Won't somebody think of the starving hamsters in China?



dalp posted:

So would the correct setup be an external sounds card and separate headphone and speaker amps?

Any recommendations for entry level equipment especially for the external soundcard?

A (semi) professional external soundcard could offer a built in headphone amplifier.

But I went a bit overboard with my raging, in a way that's not really helpful to you or your friend. The sound cards I'm talking about are a lot more expensive and offer functionality that's interesting to me, but that he won't need. My main beef with the Fiio stuff is the way it's marketed, not necessarily the product itself.

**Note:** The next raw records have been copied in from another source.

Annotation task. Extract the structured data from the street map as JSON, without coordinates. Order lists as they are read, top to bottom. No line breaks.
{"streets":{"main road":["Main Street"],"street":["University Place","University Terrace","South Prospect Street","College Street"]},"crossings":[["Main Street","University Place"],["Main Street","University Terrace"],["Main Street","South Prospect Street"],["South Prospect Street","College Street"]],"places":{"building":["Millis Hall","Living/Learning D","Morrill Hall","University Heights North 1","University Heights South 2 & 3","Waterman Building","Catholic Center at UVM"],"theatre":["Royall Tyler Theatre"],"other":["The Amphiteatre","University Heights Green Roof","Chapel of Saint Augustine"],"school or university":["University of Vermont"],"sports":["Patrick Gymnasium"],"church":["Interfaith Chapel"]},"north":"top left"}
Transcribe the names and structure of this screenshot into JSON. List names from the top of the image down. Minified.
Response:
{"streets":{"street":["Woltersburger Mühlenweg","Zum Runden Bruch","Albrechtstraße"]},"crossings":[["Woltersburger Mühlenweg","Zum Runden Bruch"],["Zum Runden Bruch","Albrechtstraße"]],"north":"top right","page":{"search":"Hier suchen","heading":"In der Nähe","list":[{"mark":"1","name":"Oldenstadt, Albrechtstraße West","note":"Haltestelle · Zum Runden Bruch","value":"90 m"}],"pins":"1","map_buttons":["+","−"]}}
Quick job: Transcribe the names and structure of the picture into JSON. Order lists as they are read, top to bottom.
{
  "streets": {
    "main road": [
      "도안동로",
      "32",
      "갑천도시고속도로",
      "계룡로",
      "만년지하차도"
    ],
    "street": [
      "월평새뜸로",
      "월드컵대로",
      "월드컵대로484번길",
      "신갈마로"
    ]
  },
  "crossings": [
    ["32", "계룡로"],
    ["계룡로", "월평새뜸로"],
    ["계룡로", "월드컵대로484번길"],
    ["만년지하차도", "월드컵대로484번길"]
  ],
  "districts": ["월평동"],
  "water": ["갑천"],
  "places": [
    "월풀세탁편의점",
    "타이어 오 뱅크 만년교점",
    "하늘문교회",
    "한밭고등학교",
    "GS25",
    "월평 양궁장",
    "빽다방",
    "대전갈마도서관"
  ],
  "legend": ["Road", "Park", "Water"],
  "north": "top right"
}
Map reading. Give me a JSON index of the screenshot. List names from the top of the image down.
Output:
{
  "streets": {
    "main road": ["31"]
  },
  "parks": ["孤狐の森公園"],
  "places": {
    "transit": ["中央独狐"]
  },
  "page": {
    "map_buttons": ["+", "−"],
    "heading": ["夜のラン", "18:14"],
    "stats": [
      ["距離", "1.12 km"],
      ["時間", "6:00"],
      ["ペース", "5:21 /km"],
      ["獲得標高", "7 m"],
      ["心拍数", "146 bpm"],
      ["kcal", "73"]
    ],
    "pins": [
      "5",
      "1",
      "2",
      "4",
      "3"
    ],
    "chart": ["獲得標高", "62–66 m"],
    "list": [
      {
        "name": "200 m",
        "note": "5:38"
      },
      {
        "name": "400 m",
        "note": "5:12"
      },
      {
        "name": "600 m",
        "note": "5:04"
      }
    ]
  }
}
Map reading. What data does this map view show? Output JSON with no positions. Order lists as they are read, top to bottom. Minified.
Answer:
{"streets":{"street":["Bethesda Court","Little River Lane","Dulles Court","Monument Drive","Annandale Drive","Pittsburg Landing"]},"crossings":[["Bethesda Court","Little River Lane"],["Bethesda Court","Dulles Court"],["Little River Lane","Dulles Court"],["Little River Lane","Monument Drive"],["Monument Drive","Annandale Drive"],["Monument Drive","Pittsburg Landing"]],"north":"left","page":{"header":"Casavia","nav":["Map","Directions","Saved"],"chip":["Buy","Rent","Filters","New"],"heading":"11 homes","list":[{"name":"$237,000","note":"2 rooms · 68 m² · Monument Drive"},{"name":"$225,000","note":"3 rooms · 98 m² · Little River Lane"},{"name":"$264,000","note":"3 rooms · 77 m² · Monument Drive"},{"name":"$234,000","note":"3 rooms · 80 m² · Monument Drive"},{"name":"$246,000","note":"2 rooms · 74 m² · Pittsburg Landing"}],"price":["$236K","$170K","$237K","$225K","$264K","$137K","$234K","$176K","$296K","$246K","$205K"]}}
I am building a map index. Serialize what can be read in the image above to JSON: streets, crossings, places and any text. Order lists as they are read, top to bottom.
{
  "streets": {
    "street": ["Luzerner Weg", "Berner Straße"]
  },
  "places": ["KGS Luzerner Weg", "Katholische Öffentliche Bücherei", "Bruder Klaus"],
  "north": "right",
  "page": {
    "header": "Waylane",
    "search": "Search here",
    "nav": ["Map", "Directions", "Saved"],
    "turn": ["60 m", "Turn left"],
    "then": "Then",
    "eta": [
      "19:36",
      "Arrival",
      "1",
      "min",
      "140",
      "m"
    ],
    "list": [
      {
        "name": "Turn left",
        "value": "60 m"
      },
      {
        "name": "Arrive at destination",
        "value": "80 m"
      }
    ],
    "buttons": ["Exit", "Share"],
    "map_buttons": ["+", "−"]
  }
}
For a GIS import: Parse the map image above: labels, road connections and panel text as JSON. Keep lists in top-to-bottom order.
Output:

I don't like that there is an audiophile section in the market, muddying up the natural consumer/professional divide with untested or unproven claims of superior quality. And I don't like people revering devices in this section as if they're the holy grail or something.

But budget is a real issue too, as well as portability. Even looks might factor in. If it's used strictly with the laptop and headphones, he can't really go too far wrong with the Fiio E10 at that price. It's likely better than the built in soundcard at least. And even the E7 is a viable option if the intention is actually there to carry it around connected to an iPod or something.

Once the point in time is there that speakers and an amp come into play, I still would recommend looking out for something more suited to the job, like an usb-to-spdif box or something (if the amp has a spdif in). I think that's my main point.

Flipperwaldt
Nov 11, 2011

Won't somebody think of the starving hamsters in China?



Uppa posted:

Any way I could connect an old powered subwoofer with a DIN plug (Klipsch Promedia 4.1 gaming system) to a modern receiver?

Standard subwoofer jack from the receiver to an 8-pin DIN plug in the subwoofer. I have a wiring diagram for the sub, which looks like only a single one of those pins is actually for the sub itself, and the rest are because the sub was also the amplifier for the 4 speakers that connected to it.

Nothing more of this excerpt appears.